In addressing Early Project Appraisal, Prof. Samset has produced a book that is overflowing with ideas, strategies, tools, and relevant examples. This makes for a demanding read, not due in any way to the style of language, but purely due to the rate at which the thinking and information is presented, challenging the reader to assimilate all of these ideas. Although the book comes with a hefty price tag attached, comparison with other works suggests that for the material presented, it actually represents good value.
The book is divided into two parts; the first discussing the aspects of front-end assessment of projects, and the second part describing tools and techniques to effect that assessment and draw meaningful conclusions.

The first part of the book addresses appraising the project in a number of stages. Firstly, understanding what the project is really about - what are the benefits, drivers, success factors, and uncertainties. A model showing the build-up of levels of success is shown, that incorporates implementation and short to long term benefits, illustrated by examples of both success and failure. Then, understanding the uncertainties, and the effect these have on perception of the project's success at each stage. The book considers using the planning activities as a vehicle for understanding greater detail of the project and of the uncertainties and risks that are associated, refining and elaborating the project concept. There is a section that addresses the predictions of costs and benefits made during the early stages; why costs are generally underestimated and benefits overestimated, and why these systemic errors are not always due to the nature of uncertainty and the lack of sufficient information, but due to vested interests. Despite the wealth of information and ideas, the book favours the use of simple planning methods, the use of intuition, and the re-use of learning from similar projects, in a three-stage approach encompassing Definition, Development, and Assessment of the project concept.

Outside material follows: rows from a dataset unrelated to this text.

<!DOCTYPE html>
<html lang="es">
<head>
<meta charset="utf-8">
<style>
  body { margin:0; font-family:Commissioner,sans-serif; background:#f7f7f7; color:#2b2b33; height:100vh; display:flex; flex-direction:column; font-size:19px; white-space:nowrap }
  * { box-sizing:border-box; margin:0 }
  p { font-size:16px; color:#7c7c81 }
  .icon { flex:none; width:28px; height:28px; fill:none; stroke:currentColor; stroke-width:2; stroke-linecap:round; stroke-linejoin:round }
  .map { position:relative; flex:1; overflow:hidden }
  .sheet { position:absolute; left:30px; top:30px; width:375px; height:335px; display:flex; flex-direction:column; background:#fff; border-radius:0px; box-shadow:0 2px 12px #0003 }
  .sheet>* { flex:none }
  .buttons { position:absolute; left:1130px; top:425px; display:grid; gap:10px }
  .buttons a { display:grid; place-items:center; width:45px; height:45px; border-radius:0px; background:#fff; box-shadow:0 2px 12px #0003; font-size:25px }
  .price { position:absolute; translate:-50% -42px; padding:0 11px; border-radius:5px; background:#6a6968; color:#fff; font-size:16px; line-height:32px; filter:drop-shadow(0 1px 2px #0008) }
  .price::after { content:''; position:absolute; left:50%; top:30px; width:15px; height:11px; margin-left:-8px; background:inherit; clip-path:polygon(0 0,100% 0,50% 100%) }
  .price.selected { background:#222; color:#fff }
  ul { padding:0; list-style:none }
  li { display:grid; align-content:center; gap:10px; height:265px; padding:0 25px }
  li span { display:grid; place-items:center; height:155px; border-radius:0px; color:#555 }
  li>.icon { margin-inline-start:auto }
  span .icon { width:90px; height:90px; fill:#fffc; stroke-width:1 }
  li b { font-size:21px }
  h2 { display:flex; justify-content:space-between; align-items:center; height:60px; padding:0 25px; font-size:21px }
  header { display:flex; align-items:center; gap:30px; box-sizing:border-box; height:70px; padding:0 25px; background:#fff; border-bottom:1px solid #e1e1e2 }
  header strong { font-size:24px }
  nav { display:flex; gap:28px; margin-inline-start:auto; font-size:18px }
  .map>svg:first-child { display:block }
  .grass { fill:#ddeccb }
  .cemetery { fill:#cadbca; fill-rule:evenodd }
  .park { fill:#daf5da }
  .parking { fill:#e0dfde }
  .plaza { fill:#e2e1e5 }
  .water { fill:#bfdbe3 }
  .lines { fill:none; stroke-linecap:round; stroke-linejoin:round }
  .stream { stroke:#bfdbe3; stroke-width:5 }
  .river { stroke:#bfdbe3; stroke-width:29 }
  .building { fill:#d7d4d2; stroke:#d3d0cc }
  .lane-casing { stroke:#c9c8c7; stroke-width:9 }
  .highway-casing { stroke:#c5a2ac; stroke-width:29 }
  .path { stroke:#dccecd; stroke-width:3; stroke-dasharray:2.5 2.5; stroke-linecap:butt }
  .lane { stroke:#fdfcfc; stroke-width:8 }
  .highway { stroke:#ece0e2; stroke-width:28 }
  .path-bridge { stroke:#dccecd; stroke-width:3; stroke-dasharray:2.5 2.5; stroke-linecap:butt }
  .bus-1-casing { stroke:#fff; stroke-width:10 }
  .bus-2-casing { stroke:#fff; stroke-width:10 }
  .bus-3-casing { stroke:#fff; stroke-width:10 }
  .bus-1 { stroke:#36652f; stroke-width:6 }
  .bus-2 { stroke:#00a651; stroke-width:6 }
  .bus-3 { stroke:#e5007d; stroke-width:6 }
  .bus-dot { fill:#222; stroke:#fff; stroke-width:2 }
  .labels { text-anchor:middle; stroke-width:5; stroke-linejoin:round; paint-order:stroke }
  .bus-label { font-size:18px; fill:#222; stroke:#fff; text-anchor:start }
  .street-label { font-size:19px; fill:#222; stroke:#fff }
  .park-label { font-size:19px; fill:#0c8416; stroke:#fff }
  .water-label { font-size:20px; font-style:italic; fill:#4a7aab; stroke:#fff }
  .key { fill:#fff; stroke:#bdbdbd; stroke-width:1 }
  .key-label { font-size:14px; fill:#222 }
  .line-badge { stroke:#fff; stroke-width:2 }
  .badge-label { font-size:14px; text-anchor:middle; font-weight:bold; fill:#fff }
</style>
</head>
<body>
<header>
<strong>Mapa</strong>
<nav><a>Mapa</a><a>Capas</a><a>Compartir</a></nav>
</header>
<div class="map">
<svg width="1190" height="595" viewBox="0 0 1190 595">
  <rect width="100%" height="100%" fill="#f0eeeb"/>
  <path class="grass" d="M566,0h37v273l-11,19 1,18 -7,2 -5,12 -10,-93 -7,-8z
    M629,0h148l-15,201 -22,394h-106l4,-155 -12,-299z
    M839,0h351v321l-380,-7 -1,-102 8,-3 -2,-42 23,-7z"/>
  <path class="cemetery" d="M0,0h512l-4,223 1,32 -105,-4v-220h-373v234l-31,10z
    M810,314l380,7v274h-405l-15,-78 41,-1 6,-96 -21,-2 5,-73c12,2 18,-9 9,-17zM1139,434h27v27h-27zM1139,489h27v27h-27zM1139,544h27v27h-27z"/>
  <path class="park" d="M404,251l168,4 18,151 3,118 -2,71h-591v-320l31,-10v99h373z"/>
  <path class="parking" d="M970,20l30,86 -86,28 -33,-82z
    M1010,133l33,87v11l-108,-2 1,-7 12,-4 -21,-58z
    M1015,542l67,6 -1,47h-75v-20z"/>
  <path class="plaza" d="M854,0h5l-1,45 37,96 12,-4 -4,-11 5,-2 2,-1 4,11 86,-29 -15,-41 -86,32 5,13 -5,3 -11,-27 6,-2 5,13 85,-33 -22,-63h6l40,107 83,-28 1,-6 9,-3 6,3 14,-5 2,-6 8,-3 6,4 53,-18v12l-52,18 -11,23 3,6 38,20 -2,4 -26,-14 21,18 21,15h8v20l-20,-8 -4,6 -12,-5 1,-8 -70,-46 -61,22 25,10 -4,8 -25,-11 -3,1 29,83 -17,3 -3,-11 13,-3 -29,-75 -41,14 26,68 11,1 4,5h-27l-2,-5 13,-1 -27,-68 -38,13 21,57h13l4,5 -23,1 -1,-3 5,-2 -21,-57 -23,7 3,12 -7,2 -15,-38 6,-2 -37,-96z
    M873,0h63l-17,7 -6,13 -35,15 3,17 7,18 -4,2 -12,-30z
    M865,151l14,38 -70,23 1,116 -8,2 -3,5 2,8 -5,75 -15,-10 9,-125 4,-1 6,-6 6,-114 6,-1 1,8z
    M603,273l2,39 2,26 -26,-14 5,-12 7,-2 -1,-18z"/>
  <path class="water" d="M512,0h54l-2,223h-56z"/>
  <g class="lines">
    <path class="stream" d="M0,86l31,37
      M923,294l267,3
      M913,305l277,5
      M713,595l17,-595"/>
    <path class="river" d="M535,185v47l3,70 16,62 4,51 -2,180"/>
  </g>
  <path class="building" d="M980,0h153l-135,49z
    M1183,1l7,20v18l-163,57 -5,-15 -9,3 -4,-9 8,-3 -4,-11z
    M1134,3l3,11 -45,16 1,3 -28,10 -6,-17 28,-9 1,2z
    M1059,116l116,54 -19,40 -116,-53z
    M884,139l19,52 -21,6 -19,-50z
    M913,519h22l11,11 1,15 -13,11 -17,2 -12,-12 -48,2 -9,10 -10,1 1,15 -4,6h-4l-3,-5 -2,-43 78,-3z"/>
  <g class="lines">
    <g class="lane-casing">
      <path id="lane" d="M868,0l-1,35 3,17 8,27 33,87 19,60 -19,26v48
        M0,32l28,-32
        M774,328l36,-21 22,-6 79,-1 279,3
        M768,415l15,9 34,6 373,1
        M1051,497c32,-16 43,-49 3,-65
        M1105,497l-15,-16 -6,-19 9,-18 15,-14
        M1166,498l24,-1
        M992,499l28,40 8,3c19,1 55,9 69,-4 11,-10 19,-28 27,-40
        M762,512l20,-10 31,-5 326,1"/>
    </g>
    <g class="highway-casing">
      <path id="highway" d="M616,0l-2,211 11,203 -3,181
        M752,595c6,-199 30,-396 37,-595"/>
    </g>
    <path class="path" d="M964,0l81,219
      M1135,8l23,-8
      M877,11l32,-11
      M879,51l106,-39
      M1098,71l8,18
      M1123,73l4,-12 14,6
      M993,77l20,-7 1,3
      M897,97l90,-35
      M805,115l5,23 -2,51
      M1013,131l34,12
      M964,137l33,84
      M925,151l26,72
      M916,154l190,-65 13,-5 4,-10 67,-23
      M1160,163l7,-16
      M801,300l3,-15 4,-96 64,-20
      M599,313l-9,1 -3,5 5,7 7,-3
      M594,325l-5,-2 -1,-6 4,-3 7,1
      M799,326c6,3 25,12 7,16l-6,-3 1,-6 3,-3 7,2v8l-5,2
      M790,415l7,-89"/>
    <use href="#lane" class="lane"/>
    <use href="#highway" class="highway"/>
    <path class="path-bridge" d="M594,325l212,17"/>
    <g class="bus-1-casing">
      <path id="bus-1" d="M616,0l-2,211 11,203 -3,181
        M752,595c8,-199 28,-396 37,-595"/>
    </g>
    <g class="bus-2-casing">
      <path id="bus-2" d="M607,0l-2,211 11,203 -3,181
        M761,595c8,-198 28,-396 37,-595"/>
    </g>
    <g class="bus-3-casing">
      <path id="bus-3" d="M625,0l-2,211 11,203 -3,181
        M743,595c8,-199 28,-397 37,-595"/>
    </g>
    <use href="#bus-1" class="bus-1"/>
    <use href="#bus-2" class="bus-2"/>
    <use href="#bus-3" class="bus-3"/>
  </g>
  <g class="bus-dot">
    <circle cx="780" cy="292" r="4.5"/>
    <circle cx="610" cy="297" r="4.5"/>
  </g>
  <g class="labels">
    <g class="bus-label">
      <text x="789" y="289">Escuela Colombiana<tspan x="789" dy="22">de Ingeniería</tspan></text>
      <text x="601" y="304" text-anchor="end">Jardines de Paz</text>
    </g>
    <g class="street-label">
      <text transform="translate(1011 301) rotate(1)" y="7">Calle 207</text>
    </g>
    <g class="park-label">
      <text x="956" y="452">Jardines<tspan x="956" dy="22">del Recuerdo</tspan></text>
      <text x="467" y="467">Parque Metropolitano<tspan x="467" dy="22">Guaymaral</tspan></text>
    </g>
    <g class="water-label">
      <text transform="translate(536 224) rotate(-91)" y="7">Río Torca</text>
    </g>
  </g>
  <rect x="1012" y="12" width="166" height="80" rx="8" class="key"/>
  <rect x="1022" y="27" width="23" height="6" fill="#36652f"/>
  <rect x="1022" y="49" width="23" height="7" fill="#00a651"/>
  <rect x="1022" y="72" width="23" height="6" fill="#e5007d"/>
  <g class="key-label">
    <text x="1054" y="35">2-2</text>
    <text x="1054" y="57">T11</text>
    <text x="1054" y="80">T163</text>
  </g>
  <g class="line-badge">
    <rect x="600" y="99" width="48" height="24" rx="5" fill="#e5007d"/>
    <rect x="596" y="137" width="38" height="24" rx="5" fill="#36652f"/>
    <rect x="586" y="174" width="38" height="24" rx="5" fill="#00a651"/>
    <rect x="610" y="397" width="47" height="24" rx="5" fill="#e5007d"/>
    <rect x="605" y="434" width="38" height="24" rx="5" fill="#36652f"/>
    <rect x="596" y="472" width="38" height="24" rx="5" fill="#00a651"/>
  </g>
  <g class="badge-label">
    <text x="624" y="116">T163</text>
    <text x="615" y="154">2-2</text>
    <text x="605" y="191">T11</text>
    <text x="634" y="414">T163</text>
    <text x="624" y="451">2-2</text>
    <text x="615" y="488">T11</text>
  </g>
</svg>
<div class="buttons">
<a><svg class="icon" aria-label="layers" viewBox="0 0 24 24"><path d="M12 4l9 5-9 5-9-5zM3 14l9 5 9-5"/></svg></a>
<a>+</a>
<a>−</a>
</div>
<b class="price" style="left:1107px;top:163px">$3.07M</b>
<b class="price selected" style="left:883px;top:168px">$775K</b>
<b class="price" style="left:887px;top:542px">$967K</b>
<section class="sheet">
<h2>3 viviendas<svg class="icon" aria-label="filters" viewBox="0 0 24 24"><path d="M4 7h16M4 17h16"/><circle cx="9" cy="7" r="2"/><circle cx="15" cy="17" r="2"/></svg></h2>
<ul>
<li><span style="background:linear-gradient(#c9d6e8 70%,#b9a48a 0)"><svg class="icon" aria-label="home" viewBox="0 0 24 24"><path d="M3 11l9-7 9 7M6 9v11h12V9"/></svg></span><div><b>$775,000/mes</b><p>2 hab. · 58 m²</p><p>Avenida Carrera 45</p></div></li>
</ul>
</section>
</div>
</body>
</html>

Part two of the book refines the ideas from part one, and offers 10 strategies to perform the stages in part one. Considering the problem as a system, Prof. Samset provides an overview of system analysis through the use of SWOT analysis (Strengths, Weaknesses, Opportunities, and Threats). He describes how to tease out and treat the uncertainties and to prioritise those that have the capacity to do most harm, those that may yield most benefit, and the continuum between these two extremes. A structured approach to cost estimation and benefit analysis, followed by a section detailing how to analyse and classify risks, and setting a risk policy are provided, which apply approaches familiar to implementation project managers to the strategic project appraisal. Finally, Prof. Samset discusses statistical analysis of project schedules, to provide a distribution (S-curve) for possible completion and milestone dates, explaining how these are used to identify sensitivities to environmental conditions that may cause delay and dislocation to the implementation schedule.

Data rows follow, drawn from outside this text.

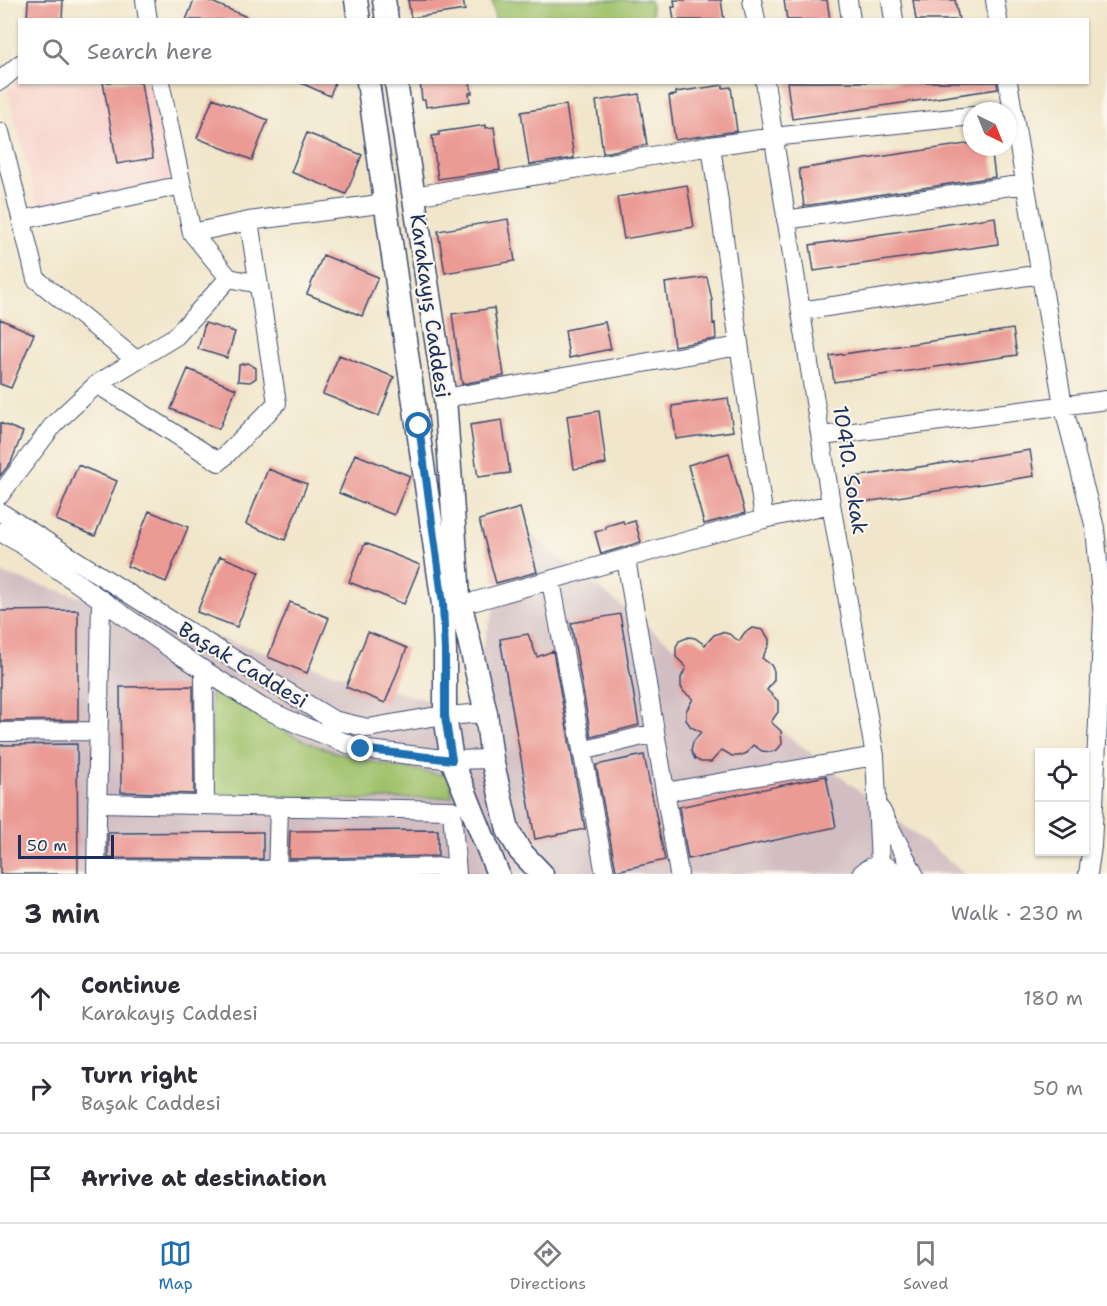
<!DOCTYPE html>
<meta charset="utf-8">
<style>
:root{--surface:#fff;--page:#f7f7f7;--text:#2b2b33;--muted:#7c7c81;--line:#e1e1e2;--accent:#1f6fb2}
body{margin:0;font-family:"Shantell Sans",sans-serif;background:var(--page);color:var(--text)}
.controls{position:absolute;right:18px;bottom:18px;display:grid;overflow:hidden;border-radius:0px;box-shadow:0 2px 4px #0004}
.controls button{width:54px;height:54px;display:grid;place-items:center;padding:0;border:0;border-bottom:2px solid var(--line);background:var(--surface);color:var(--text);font:30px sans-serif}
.compass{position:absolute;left:963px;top:102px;width:54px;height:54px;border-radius:50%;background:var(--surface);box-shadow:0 2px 4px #0004;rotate:137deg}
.scale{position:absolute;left:18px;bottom:15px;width:96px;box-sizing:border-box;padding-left:6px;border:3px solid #1b2f5e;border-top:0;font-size:16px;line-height:21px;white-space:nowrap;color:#1b2f5e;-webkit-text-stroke:4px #fbf7ec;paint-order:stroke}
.stop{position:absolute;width:18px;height:18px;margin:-14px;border:4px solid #1f6fb2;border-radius:50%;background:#fff}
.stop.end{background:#1f6fb2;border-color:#fff;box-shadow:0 2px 6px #0008}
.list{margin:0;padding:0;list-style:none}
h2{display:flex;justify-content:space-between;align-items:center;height:78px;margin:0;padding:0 24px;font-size:26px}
h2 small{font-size:20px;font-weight:400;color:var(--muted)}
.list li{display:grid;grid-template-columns:39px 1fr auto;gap:18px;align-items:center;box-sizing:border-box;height:90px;padding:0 24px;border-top:2px solid var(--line)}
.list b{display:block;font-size:22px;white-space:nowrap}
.list p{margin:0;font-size:20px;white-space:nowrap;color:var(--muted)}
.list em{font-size:20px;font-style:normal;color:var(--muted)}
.icon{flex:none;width:33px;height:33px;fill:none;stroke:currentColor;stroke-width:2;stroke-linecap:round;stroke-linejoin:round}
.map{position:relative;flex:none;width:1107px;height:874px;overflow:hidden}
.search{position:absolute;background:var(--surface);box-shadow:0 2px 4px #0004;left:18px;right:18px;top:18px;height:66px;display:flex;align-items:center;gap:15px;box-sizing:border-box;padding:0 21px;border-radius:0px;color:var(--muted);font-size:22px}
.sheet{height:348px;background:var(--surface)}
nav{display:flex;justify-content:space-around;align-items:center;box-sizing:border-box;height:84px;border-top:2px solid var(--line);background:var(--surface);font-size:16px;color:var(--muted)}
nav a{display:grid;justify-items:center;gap:3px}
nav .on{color:var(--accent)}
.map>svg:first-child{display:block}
.built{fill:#f7d0cb}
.industrial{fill:#d2bec2}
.green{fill:#9fc16b;stroke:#5d7864;stroke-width:1.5}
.building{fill:#eb9a94}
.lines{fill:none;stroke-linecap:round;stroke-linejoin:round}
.minor-casing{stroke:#3b4a6e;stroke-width:20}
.major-casing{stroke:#3b4a6e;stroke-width:25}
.minor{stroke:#fff;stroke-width:18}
.major{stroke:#fff;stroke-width:22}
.route{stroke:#1f6fb2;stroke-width:8}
.labels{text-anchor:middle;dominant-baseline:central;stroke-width:4.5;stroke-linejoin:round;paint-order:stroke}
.street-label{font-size:21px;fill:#1b2f5e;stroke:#fbf7ec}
</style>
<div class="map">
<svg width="1107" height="874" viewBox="0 0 1107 874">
<rect width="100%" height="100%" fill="#fbf7ec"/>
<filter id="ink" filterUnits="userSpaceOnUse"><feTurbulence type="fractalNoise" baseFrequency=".0167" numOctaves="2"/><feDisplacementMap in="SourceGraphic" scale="12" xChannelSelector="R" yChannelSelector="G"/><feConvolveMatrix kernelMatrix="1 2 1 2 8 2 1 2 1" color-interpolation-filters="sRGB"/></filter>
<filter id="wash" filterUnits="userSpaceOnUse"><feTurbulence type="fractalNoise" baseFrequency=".008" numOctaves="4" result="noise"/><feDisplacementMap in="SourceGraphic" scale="24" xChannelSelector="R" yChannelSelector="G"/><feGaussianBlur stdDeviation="1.35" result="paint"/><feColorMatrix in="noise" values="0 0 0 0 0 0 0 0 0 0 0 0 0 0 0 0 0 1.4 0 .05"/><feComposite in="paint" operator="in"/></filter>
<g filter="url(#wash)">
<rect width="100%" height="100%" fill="#f1e6cb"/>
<!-- built -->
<path class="built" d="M19 80 20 82 157 83 171 172 169 181 49 209 36 198 12 111 8 90Z"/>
<!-- industrial -->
<path class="industrial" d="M519 526 966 874H0V573L463 711Z"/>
<!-- green -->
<path class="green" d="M492 0H650L653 19H495Z
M211 686C244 707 283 734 320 747 362 762 407 769 451 776L452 797 359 800 212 795Z"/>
<g id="blocks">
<!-- building -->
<path class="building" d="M28 0H63L62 20H27Z
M194 0H207L254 20H186Z
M408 0H463L465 10 411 18Z
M674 0H721L724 20H674L672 7H675Z
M784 0H827L830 20H787Z
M913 0H955L959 20H916Z
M103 82H141L153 158 117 164Z
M299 82H335L330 96Z
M420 82H470L472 93H469L470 101 426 107 425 100H422Z
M787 82H997L998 89 792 119Z
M723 85V88L731 87 737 131 675 140 669 96 676 95V92Z
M639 94 647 145 603 153 596 101Z
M213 98 268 120 252 160 197 138Z
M566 105 574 158 529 165 521 112Z
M486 125V128L494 127 500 170 438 179 432 136 439 135V132Z
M307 133 362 155 346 194 291 172Z
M972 143V147H991L995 177 804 206 799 169Z
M687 185 694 227 624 239 617 197Z
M995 217 998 244 814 271 810 245Z
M508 219 515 261 445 273 438 231Z
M323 255 378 277 362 316 307 294Z
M707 277 712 300 713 324 715 323 716 339 674 346 665 283Z
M494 308 504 376 462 384 452 314Z
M0 319 34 334 11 388 0 384Z
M605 322 611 349 569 358 565 330Z
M205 323 235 332 227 358 198 349Z
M1013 329 1017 355 834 382 830 356Z
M339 355 394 377 379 416 323 394Z
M248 363 256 368V378L250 382 238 381 239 365Z
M188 369 236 389 219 429 171 409Z
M728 398 733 431 676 439 672 406Z
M599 411 606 464 574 469 567 416Z
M502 420 510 473 478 477 470 425Z
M0 423 23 432 11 462 0 476Z
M1030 450 1034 476 852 504 848 478Z
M729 453 745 513 704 524 688 465Z
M355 454 410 476 394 515 339 493Z
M78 465 117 481 95 536 56 520Z
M268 469 307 484 285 540 246 524Z
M520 508 537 572 496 583 479 520Z
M149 511 188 527 166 582 127 566Z
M623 521 624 524 635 521 641 542 601 554 595 532 606 529V526Z
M365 543 420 565 404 604 349 582Z
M220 556 259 572 237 627 197 612Z
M290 602 329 618 307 673 268 657Z
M78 610V720L0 721V611Z
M620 614 639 725 591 737 571 623Z
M753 628 763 630 769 639V645L762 658 771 665 774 671V680L767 690 778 701V712L771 722 781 731 782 744 777 750 771 752 762 751 753 745 747 753 739 756H732L722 750 711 762H701L695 759 691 751 693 742 701 732 691 727 686 720V711L693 699 684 692 681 687V678L686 667 676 657V647L679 641 689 637 695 638 705 645 714 635 722 632 729 634 739 641 745 632Z
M368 632 407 648 385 703 346 687Z
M528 634 537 657 553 651 585 829 535 839 500 639Z
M193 686 194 794 121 792 120 687Z
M77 744 78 874H0V745Z
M644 755 665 860 616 871 596 765Z
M826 776 836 827 688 859 679 807Z
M438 830V856L289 859 290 831Z
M263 832V859L108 858V833Z"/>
</g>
</g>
<g filter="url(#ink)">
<use href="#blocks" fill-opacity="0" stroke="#3b4a6e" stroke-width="1.5"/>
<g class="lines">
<!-- minor casing -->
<g class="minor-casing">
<path id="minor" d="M145 0 148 20
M752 0 756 20
M848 0 851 20
M891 0 894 20
M995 0 998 20
M0 81 20 64
M160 82 192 233 249 221 387 203
M765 82 831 504 875 756 880 864
M1008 82 1063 405 1095 528 1103 618 1092 846 1088 874
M0 132 36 279 136 360
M414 196 711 146 773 137 972 116
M22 220 182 185
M786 220 1025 184
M192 233 229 278 259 284
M801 311 1040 274
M97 384 219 462 277 403 249 221
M445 398 739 346
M822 436 1107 400
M0 495 54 424 97 384 176 336 229 278
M0 512 175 623 333 720 368 728 431 717 486 713
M764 519 831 504
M0 532 20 543 176 652 261 707 300 725 361 749 452 760 492 759
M626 559 679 874
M551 581 605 874
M476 601 764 519 711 146
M204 670 205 805
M0 732 98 731
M582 751 655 733
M665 792 875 756
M97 803 452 810 457 874
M881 810 914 874
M96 869 278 870 456 867
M96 874 101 600
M277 874 279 807
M861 874C872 863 886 862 897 874"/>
</g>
<!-- major casing -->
<g class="major-casing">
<path id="major" d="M356 0 359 20
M384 0 387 20
M368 82 443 604 445 652V716L452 760 498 874
M396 82 445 398 459 597 486 713 492 759 508 830 520 851 542 874"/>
</g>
<!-- minor -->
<use href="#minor" class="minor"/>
<!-- major -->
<use href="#major" class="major"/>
</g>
</g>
<g class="lines" filter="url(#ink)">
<!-- route -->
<path class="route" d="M361 749 452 760 445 716V652L443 604 419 426"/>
</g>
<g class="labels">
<!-- street labels -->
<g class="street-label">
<text transform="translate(430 306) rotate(82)">Karakayış Caddesi</text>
<text transform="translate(850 470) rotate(81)">10410. Sokak</text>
<text transform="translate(243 665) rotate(31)">Başak Caddesi</text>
</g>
</g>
</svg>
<div class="controls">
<button><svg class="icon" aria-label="locate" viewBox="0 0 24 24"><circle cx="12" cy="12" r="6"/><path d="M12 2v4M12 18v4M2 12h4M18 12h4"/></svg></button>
<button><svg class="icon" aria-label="layers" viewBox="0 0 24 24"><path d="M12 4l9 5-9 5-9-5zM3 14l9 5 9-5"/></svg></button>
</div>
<svg class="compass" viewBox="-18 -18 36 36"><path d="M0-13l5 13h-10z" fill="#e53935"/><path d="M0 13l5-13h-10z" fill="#7c7c81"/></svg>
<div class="scale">50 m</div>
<div class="stop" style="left:419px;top:426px"></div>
<div class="stop end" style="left:361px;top:749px"></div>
<div class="search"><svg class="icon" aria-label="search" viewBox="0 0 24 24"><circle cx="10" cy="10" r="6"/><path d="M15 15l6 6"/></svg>Search here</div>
</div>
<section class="sheet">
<h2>3 min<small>Walk · 230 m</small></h2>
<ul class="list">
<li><svg class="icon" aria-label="ahead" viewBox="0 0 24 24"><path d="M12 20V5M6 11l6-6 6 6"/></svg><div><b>Continue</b><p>Karakayış Caddesi</p></div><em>180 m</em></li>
<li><svg class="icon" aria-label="right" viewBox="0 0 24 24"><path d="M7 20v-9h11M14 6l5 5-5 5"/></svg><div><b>Turn right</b><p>Başak Caddesi</p></div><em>50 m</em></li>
<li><svg class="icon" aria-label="arrive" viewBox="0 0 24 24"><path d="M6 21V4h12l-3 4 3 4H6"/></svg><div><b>Arrive at destination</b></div></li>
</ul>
</section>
<nav>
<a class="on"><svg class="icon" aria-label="map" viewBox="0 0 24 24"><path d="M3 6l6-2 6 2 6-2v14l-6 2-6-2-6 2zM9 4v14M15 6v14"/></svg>Map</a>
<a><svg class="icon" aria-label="directions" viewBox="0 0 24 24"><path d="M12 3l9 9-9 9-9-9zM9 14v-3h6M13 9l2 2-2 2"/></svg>Directions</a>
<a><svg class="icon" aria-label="saved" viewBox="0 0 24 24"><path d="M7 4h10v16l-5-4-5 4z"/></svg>Saved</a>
</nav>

Light relief is provided at the end of the book with a chapter entitled; "Boondoggles and White Elephants", where some of the examples cited earlier in the book are revisited as either Boondoggles; projects that waste time and resources in futile activities (Concorde is cited), or as White Elephants; projects that deliver a product that presents a burden or cost to the client, and leaves him with more problems than he had at the start. The favourite example of the latter is the Millennium Dome, although its very recent success in the hands of the private sector is not mentioned.

In summary, as mentioned in the preface, this is a book aimed at strategic decision makers, and in that context it provides a wealth of information and guidance. It is also of interest to project managers insofar as it provides a framework to question the project's existence before agreeing to take a role, and to gain a view of the "big-picture", and to extend the understanding of project analyses from the tactical environment into the strategic.